» TASK TO COMPLETE: Filter these entries so that only lines with the word "bottom" remain.

» RECORDS SHOWN:

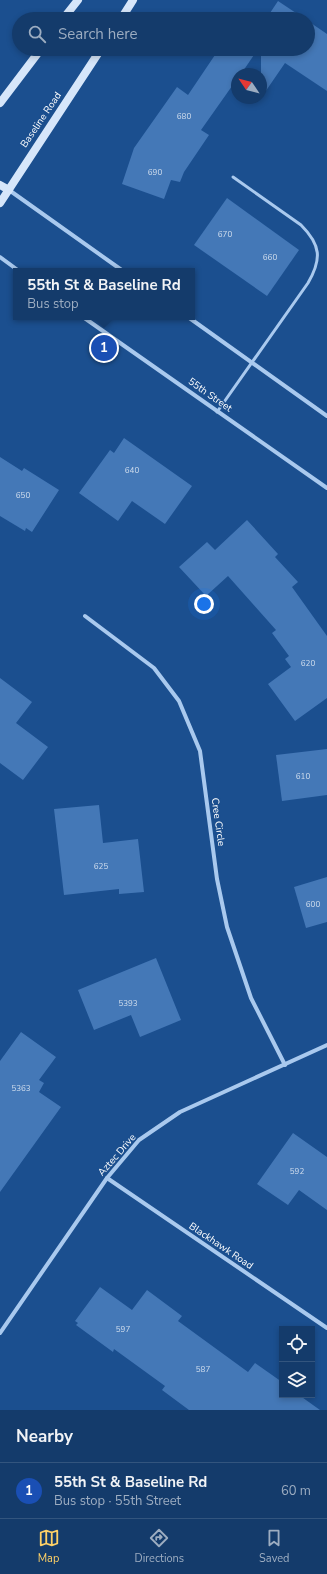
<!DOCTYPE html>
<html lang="en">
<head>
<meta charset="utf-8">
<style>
  :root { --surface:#143b6b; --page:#1d4271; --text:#f1f3f6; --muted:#9dadc1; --line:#33557e; --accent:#ffd166 }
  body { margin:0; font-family:"Nunito Sans",sans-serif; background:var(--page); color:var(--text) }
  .controls { position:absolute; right:12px; bottom:12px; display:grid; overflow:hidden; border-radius:0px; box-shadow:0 2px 6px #0003 }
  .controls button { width:36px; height:36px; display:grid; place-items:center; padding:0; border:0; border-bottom:1px solid var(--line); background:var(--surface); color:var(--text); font:20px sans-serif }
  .compass { position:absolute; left:231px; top:68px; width:36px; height:36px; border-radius:50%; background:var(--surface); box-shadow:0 2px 6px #0003; rotate:305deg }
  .you { position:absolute; left:204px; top:604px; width:14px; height:14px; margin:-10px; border:3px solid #fff; border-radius:50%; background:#1a73e8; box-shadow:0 0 0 6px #1a73e833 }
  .badge { display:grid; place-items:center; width:26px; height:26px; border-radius:50%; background:var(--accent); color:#fff; font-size:13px; font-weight:700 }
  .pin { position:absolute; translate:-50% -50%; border:2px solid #fff; box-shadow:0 1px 4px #0006 }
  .popup { position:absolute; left:13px; top:268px; width:182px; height:52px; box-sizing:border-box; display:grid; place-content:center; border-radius:0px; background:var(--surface); filter:drop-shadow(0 1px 3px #0005); font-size:13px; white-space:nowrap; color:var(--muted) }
  .popup b { font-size:15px; color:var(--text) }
  .popup::after { content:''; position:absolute; left:50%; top:100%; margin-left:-8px; border:8px solid transparent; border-top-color:var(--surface) }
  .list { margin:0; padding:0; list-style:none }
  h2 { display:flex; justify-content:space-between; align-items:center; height:52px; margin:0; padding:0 16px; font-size:17px }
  h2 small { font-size:13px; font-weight:400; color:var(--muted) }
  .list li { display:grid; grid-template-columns:26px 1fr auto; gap:12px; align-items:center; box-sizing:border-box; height:56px; padding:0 16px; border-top:1px solid var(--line) }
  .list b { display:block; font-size:15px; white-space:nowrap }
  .list p { margin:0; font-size:13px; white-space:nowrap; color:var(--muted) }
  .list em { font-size:13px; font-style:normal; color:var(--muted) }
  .icon { flex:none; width:22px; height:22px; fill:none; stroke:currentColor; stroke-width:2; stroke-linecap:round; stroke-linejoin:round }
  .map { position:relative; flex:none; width:327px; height:1410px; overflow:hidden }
  .search { position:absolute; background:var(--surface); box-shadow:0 2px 6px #0003; left:12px; right:12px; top:12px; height:44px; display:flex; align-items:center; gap:10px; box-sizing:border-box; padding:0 14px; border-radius:22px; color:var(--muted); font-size:15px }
  .sheet { height:108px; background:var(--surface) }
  nav { display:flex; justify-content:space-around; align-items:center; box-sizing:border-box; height:56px; border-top:1px solid var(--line); background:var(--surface); font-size:11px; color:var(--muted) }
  nav a { display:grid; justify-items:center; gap:2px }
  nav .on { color:var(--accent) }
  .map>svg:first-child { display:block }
  .building { fill:#4478b7 }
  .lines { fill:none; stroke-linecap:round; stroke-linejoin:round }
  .lane { stroke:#a9c9ee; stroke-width:3 }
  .street { stroke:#a9c9ee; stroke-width:4 }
  .secondary { stroke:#d6e6fa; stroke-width:8 }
  .labels { text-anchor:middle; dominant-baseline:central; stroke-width:3; stroke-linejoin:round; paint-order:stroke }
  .number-label { font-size:8px; fill:#d0dded }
  .street-label { font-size:10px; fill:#fff; stroke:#1b4f8f }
</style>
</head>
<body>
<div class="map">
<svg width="327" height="1410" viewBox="0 0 327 1410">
  <rect width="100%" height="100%" fill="#1b4f8f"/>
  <g class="building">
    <path d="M278,1L305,19H266Z"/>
    <path d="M308,21L327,34V91L285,63L261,98V49H308Z"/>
    <path d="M219,49H258L241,74H237V79L201,130L209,135L184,172L180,182L171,180L164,199L122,184L134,148L177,87L188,95Z"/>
    <path d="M227,198L299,250L267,296L194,245Z"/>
    <path d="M124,438L192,486L165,524L132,501L118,521L79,493L110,450L114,453Z"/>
    <path d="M0,457L22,471L24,468L59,490L32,532L26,528L25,531L0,516Z"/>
    <path d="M247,520L278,554L275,557L298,582L292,587L327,636V698L295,721L268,684L291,667L285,659L289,656L272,633L276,630L228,576L206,596L179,567L207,542L215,550Z"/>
    <path d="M0,678L32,702L16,723L48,747L23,780L0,763Z"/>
    <path d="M327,749V795L282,801L276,755Z"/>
    <path d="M99,805L103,843L138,839L144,892L119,894V889L64,895L54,809Z"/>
    <path d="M327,877V922L306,928L294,887Z"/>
    <path d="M156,958L181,1020L140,1037L131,1015L94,1030L78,990Z"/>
    <path d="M21,1032L56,1057L39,1080L44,1083L39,1092L61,1107L0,1192V1061Z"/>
    <path d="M293,1133L327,1157V1210L299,1190L288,1205L257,1184Z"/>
    <path d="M100,1287L132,1310L147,1290L182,1316L178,1321L248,1372L255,1363L282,1382V1395H299L320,1410H189L162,1390L165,1386L114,1349L113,1352L76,1325L78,1323L75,1321Z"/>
  </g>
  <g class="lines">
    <path class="lane" d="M217,412L308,283C322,259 321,245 301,225L233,177"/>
    <g class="street">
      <path d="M9,190L123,271"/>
      <path d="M0,257L19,271"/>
      <path d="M83,317L327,488"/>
      <path d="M188,317L327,416"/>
      <path d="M85,616L154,668L179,701L200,751L217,879L227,927L251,998L285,1065"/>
      <path d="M107,1178L327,1328"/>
      <path d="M0,1333L107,1178L139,1140L180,1112L327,1045"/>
    </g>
    <g class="secondary">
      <path d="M63,19L78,0"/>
      <path d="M121,19L133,0"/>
      <path d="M0,103L41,49"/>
      <path d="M0,185L9,190"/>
      <path d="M0,203L101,49"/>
    </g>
  </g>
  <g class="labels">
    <g class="number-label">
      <text x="184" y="116">680</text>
      <text x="155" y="172">690</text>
      <text x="225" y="234">670</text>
      <text x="270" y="257">660</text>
      <text x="132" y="470">640</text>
      <text x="23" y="495">650</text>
      <text x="308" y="663">620</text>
      <text x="303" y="776">610</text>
      <text x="101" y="866">625</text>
      <text x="313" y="904">600</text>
      <text x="128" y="1003">5393</text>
      <text x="21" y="1088">5363</text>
      <text x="297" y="1171">592</text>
      <text x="123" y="1329">597</text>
      <text x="203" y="1369">587</text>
    </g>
    <g class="street-label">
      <text transform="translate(41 120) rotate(-56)">Baseline Road</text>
      <text transform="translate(210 395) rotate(35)">55th Street</text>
      <text transform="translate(218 822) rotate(82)">Cree Circle</text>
      <text transform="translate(117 1155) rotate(-49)">Aztec Drive</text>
      <text transform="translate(221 1246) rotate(34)">Blackhawk Road</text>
    </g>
  </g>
</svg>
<div class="controls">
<button><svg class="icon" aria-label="locate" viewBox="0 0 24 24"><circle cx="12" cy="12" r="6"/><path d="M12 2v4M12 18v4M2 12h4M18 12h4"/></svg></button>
<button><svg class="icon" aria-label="layers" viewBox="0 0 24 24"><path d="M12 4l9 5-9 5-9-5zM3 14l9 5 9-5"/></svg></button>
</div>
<svg class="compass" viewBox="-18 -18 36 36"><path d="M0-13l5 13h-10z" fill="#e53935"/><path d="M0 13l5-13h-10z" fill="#9dadc1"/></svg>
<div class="you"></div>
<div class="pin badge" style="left:104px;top:348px;background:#1a4fb4">1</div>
<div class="popup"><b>55th St &amp; Baseline Rd</b>Bus stop</div>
<div class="search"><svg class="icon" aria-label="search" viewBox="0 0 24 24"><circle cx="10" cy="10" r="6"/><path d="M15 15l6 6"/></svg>Search here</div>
</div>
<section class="sheet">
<h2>Nearby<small></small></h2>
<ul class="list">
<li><span class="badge" style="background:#1a4fb4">1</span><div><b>55th St &amp; Baseline Rd</b><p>Bus stop · 55th Street</p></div><em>60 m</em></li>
</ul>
</section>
<nav>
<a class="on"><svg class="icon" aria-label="map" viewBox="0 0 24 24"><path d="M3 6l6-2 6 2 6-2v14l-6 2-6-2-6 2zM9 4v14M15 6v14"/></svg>Map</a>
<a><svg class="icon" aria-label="directions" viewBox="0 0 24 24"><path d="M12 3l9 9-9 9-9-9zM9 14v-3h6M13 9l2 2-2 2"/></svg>Directions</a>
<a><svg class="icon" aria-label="saved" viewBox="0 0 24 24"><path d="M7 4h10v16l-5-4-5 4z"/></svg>Saved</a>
</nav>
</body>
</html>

» ANSWER FOR THE TASK:
  .controls { position:absolute; right:12px; bottom:12px; display:grid; overflow:hidden; border-radius:0px; box-shadow:0 2px 6px #0003 }
  .controls button { width:36px; height:36px; display:grid; place-items:center; padding:0; border:0; border-bottom:1px solid var(--line); background:var(--surface); color:var(--text); font:20px sans-serif }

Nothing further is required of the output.